*** Opening of DATASET EXTRACT ***
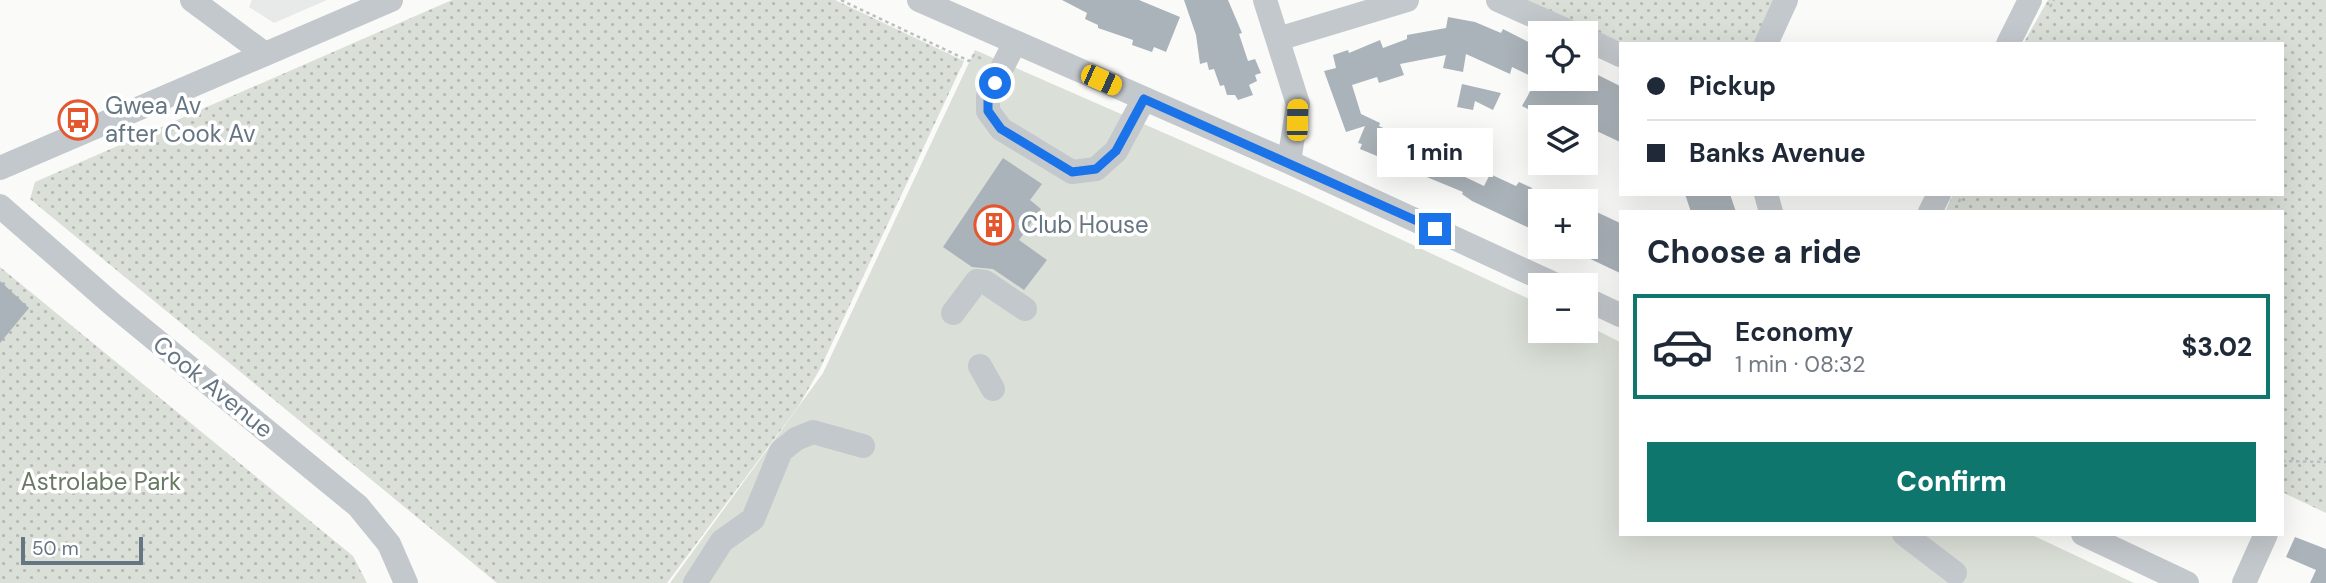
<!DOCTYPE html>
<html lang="en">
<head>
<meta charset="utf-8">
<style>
	:root { --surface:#fff; --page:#f2f2f3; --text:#1f2937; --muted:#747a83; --line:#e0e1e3; --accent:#0f766e }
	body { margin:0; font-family:"DM Sans",sans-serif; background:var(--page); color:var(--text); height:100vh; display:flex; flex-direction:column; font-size:26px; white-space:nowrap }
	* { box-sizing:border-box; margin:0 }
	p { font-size:23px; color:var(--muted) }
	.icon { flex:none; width:38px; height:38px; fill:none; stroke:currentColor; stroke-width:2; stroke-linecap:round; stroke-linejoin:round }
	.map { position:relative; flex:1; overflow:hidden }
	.details { position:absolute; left:1619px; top:210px; width:665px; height:326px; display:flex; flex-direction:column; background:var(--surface); border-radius:0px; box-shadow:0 7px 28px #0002 }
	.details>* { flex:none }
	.hud { position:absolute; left:1619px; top:42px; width:665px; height:154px; border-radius:0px; box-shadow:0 7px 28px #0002; display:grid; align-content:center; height:154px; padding:0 28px; background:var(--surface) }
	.fabs { position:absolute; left:1528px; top:21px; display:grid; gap:14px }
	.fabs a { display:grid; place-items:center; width:70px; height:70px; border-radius:0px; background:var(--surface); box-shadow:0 7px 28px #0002; font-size:35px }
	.scale { position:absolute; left:21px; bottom:18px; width:122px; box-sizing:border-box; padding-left:7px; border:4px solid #657683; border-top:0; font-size:19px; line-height:24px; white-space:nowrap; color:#657683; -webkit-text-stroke:5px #fff; paint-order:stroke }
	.end { position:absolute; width:32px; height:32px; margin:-16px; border:9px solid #1a73e8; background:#fff; box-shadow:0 0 0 4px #fff }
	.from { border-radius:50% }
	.bubble { position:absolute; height:49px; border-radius:0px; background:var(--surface); box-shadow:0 7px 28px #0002; font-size:23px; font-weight:800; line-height:49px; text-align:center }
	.car { position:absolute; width:21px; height:42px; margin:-21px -10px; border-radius:9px; box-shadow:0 0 5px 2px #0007; background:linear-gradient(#f5c518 24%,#345 0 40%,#f5c518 0 76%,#345 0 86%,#f5c518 0) }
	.hud b { display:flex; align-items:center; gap:24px; height:66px; font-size:26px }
	.hud b+b { border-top:2px solid var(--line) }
	.hud i { width:18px; height:18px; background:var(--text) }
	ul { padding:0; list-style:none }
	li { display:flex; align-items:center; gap:21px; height:105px; margin:0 14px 10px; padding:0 14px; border:4px solid transparent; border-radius:0px }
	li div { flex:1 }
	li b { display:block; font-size:26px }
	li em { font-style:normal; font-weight:800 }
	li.selected { border-color:var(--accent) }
	li>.icon { width:63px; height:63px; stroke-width:1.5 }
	h2 { padding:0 28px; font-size:32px; line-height:84px }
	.cta { display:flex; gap:14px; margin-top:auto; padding:14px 28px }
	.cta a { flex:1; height:80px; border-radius:0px; background:var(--accent); color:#fff; font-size:28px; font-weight:800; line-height:80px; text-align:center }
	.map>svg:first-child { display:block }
</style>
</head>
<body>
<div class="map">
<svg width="2326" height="583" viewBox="0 0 2326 583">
	<defs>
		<pattern id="park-dots" width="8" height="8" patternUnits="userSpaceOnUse" patternTransform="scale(1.75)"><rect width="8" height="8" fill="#dadfd7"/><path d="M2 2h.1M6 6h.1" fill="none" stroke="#b4b9b4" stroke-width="1.8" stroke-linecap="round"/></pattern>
	</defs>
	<rect width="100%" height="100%" fill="#fafaf8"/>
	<path fill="#e8e9e9" d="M252 0H327L274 23 249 7Z"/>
	<path fill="#dadfd7" d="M975 50 1299 192 1540 304V331H1586V325L1620 342V534H2030L2134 583H670L823 373Z"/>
	<path fill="url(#park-dots)" d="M452 0H835L964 61 820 369 798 407 667 583H497L30 199 35 182Z
		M1498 0H1786L1766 44H1620Z
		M2048 0H2326V513L2282 492V212H1945L1953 194H2282V44H2023Z
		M0 267 353 556 367 583H0Z"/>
	<path fill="#aab3b9" d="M1062 0H1139L1180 17 1166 52 1154 47 1152 52 1132 45 1133 40 1098 28V25L1085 19 1087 13Z
		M1184 0H1228L1242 33 1239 34 1248 61 1255 59 1261 73 1255 75 1257 81 1249 85 1253 95 1238 100 1235 95H1227L1224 85 1220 86 1214 69 1209 70 1207 62 1200 64 1196 35Z
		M1448 17 1475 22 1501 33 1503 29 1540 48V79H1586V69L1620 86V142L1586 126V117H1553L1544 113 1542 116 1522 106 1537 79 1512 67 1510 74 1466 54 1463 72 1443 68 1446 55 1400 64 1404 75 1379 83 1377 77 1352 85 1361 114 1380 123 1379 126 1431 150 1440 130 1461 143 1455 156 1469 163 1463 176 1484 186 1490 174 1516 186 1519 182 1532 188 1530 192 1540 197V233L1472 201 1462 194 1463 192 1400 166 1402 162 1380 151 1377 156 1360 149 1362 144 1358 143 1365 126 1346 132 1324 71 1336 68 1333 55 1348 50 1349 53 1380 40 1383 48 1407 39V35L1446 28Z
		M1462 84 1501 93 1493 110 1475 101 1473 110 1457 107Z
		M1003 158 1042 184 1030 200 1041 209 1019 240 1047 260 1024 290 993 269 972 267 943 247Z
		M1685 194H1730L1736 212H1691Z
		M1586 207 1620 223V273L1584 256Z
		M0 281 29 308 0 343Z
		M2295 537 2326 549V583H2310L2316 570 2286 557Z"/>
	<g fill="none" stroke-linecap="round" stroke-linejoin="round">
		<path stroke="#bbbfc2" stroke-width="2.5" stroke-dasharray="3.5 3.5" stroke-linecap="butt" d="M841 0 969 61 974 55 984 60
			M2050 7 2054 0
			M1959 202 1962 194
			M2282 461 2326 462"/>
		<path stroke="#c3c8cc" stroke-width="24" d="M192 0 265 54
			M919 0 1289 162 1556 285
			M1265 0 1298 104 1289 162
			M1498 0 1572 33
			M1278 39 1407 0
			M1586 39 1620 55
			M1015 42 988 96V111L1001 129 1072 172 1096 169 1116 151 1144 99
			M1766 44 1786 0
			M2008 44 2030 0
			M0 168 391 0
			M1766 194 1771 212
			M0 206 112 304 358 506 389 544 406 583
			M1930 212 1939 194
			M1586 299 1620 315
			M953 313 977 281 985 282 1025 309
			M980 366 993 389
			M1904 534 1955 573
			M2083 534 2187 583
			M695 583 722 541 753 519 781 451 796 439 813 432 863 446
			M2244 583 2266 534"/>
	</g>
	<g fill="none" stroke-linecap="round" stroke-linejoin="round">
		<path stroke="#1a73e8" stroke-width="9" d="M995 83 988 96V111L1001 129 1072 172 1096 169 1116 151 1144 99 1435 229"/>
	</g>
	<defs>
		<g id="bus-ring" transform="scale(2.0125)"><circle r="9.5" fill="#fff" stroke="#e4572e" stroke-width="1.5"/><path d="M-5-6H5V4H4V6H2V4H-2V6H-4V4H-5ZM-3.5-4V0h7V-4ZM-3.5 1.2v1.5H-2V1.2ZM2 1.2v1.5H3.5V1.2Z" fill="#e4572e"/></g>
		<g id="building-ring" transform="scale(2.0125)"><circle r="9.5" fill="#fff" stroke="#e4572e" stroke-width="1.5"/><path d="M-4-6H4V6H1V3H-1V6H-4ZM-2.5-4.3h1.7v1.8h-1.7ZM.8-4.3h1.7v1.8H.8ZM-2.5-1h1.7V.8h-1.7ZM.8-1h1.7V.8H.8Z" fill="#e4572e"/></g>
	</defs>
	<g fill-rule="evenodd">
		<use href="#bus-ring" x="78" y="120"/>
		<use href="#building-ring" x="994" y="225"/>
	</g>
	<g text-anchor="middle" stroke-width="7" stroke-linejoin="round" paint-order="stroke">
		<g font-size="24" fill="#657683" stroke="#fff" text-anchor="start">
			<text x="105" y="114">Gwea Av<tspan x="105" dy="28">after Cook Av</tspan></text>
			<text x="1021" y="233">Club House</text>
		</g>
		<g font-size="24" fill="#657683" stroke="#fff">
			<text transform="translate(213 387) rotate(39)" y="8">Cook Avenue</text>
		</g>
		<g font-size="24" fill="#687a64" stroke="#fff">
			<text x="101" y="490">Astrolabe Park</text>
		</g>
	</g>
</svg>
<div class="fabs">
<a><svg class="icon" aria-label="locate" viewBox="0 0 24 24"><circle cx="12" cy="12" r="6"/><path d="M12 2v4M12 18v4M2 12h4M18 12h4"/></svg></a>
<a><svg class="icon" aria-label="layers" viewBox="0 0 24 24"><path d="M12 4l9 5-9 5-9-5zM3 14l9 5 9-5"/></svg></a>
<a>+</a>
<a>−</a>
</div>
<div class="scale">50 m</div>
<i class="end from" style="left:995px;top:83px"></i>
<i class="end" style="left:1435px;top:229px"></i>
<div class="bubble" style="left:1377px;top:128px;width:116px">1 min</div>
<i class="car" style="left:1101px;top:80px;rotate:114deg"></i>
<i class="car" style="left:1297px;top:120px;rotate:1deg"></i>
<div class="hud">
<b><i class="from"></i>Pickup</b>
<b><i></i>Banks Avenue</b>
</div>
<section class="details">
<h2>Choose a ride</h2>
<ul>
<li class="selected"><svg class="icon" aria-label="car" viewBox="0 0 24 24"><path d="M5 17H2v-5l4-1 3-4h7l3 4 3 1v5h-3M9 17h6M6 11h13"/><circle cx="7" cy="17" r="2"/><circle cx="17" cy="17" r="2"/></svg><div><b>Economy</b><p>1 min · 08:32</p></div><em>$3.02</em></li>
</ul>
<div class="cta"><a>Confirm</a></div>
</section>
</div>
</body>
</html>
*** Close of DATASET EXTRACT ***
EXERCISE PROMPT: Copy each line above that contains the word "body".

TASK OUTPUT:
	body { margin:0; font-family:"DM Sans",sans-serif; background:var(--page); color:var(--text); height:100vh; display:flex; flex-direction:column; font-size:26px; white-space:nowrap }
<body>
</body>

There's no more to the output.